* _REQUIRED WORK_
Pictures must be dropped from the copy of the entries below; all else is returned exactly.

* _LISTED RECORDS_
--*--

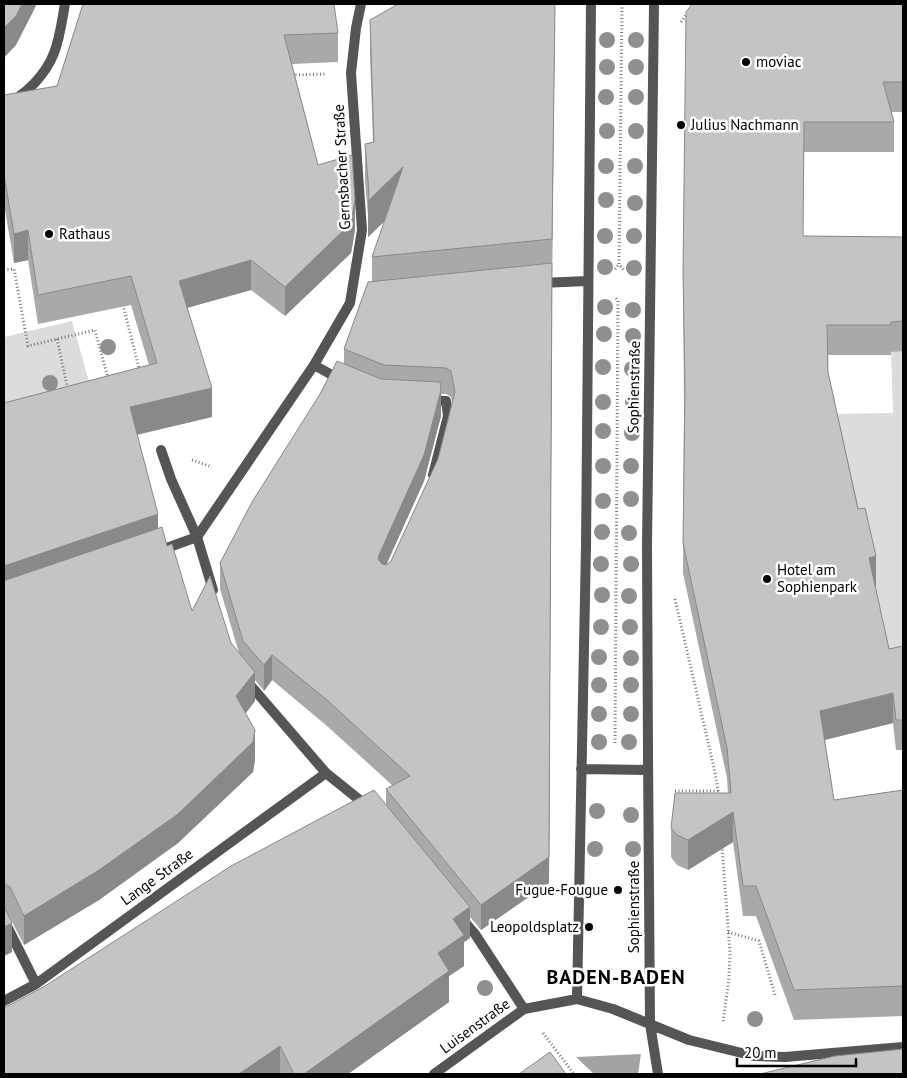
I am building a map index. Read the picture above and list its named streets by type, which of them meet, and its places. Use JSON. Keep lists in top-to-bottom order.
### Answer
{
  "streets": {
    "street": [
      "Gernsbacher Straße",
      "Sophienstraße",
      "Lange Straße",
      "Luisenstraße"
    ]
  },
  "crossings": [
    ["Sophienstraße", "Luisenstraße"]
  ],
  "districts": ["BADEN-BADEN"],
  "places": [
    "moviac",
    "Julius Nachmann",
    "Rathaus",
    "Hotel am Sophienpark",
    "Fugue-Fougue",
    "Leopoldsplatz"
  ],
  "scale_bar": "20 m"
}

--*--

* _TASK OUTPUT_
I am building a map index. Read the picture above and list its named streets by type, which of them meet, and its places. Use JSON. Keep lists in top-to-bottom order.
### Answer
{
  "streets": {
    "street": [
      "Gernsbacher Straße",
      "Sophienstraße",
      "Lange Straße",
      "Luisenstraße"
    ]
  },
  "crossings": [
    ["Sophienstraße", "Luisenstraße"]
  ],
  "districts": ["BADEN-BADEN"],
  "places": [
    "moviac",
    "Julius Nachmann",
    "Rathaus",
    "Hotel am Sophienpark",
    "Fugue-Fougue",
    "Leopoldsplatz"
  ],
  "scale_bar": "20 m"
}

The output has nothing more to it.